In September 2019, while President Trump was accusing Hunter Biden of malfeasance in Ukraine, he also falsely claimed that Biden “walk[ed] out of China with $1.5 billion in a fund” and earned “millions” of dollars from the BHR deal. Trump publicly called upon China to investigate Hunter Biden’s business activities there while his father was vice president. Hunter Biden announced on October 13, 2019 his resignation from the board of directors for BHR Partners, effective at the end of the month, citing “the barrage of false charges” by then-U.S. President Trump. According to his lawyer, Biden had “not received any compensation for being on BHR’s board of directors” nor had he received any return on his equity share in BHR. Biden’s lawyer George Mesires told The Washington Post that BHR Partners had been “capitalized from various sources with a total of 30 million RMB [Chinese Renminbi], or about $4.2 million, not $1.5 billion“.[31]

Biden joined the board of Burisma Holdings owned by Ukrainian oligarch and former politician Mykola Zlochevsky, who was facing a money laundering investigation just after the Ukrainian revolution, in April 2014. Biden was hired to help Burisma with corporate governance best practices, while still an attorney with Boies Schiller Flexner, and a consulting firm in which Biden is a partner was also retained by Burisma.

Biden served on the board of Burisma until his term expired in April 2019, receiving compensation of up to $50,000 per month in some months. Because Joe Biden played a major role in U.S. policy towards Ukraine, some Ukrainian anti-corruption advocates and Obama administration officials expressed concern that Hunter Biden having joined the board could create the appearance of a conflict of interest and undermine Joe Biden’s anti-corruption work in Ukraine. While serving as vice president, Joe Biden joined other Western leaders in encouraging the government of Ukraine to fire the country’s top prosecutor Viktor Shokin, who was widely criticized for blocking corruption investigations. The Ukrainian parliament voted to remove Shokin in March 2016.

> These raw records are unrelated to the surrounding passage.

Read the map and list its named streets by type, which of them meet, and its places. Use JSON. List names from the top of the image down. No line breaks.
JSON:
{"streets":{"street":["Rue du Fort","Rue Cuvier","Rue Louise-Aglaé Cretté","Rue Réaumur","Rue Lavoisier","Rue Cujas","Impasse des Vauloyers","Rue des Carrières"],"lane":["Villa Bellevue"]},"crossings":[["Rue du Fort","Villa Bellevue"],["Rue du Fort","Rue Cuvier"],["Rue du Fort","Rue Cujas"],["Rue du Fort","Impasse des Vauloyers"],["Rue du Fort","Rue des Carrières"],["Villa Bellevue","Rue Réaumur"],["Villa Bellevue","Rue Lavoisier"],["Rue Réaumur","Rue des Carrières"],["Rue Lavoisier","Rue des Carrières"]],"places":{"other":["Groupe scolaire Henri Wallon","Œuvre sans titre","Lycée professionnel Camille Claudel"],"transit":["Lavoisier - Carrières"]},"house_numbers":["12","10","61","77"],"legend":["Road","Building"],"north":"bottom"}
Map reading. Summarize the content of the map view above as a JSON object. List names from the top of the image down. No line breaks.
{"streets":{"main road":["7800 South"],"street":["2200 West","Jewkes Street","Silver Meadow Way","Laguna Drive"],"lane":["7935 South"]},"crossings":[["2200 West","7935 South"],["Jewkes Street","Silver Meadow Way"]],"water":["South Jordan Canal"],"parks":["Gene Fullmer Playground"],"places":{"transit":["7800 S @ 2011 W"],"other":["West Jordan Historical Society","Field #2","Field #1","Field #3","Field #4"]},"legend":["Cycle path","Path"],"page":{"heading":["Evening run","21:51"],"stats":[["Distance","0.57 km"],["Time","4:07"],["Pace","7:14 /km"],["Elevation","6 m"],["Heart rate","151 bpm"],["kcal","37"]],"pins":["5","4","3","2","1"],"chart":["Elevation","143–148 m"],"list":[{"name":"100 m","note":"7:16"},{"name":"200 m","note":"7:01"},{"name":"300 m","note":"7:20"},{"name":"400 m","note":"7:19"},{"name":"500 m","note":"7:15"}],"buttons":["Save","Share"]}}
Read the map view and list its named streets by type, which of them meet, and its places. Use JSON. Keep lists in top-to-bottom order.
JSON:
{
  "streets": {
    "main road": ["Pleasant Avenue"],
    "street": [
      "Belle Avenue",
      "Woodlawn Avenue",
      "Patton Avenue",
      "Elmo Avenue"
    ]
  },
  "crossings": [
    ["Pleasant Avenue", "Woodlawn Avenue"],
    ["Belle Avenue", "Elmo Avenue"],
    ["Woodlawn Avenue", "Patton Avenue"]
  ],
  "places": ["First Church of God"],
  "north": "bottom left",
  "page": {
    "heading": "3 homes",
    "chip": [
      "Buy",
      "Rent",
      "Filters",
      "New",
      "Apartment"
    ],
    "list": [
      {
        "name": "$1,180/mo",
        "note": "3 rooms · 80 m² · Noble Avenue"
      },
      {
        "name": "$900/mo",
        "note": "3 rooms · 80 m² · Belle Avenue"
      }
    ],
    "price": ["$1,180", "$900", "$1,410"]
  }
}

Former President Donald Trump and his personal lawyer Rudy Giuliani claimed in 2019, without evidence, that Joe Biden had sought the dismissal of Shokin in order to protect his son and Burisma Holdings. Actually, it was the official policy of the United States and the European Union to seek Shokin’s removal.

We do wonder how the European Union came to be perturbed by Shokin’s doings. Is it possible that Joe Biden told them things that caused their uneasiness?

There has also been no evidence produced of wrongdoing by Hunter Biden in Ukraine. The Ukrainian anti-corruption investigation agency stated in September 2019 that its current investigation of Burisma was restricted solely to investigating the period from 2010 to 2012, before Hunter Biden joined Burisma in 2014. Shokin, in May 2019, claimed that he was fired because he had been actively investigating Burisma, but U.S. and Ukrainian officials have stated that the investigation into Burisma was dormant at the time of Shokin’s dismissal. Ukrainian and United States State Department sources note that Shokin was fired for failing to address corruption, including within his office.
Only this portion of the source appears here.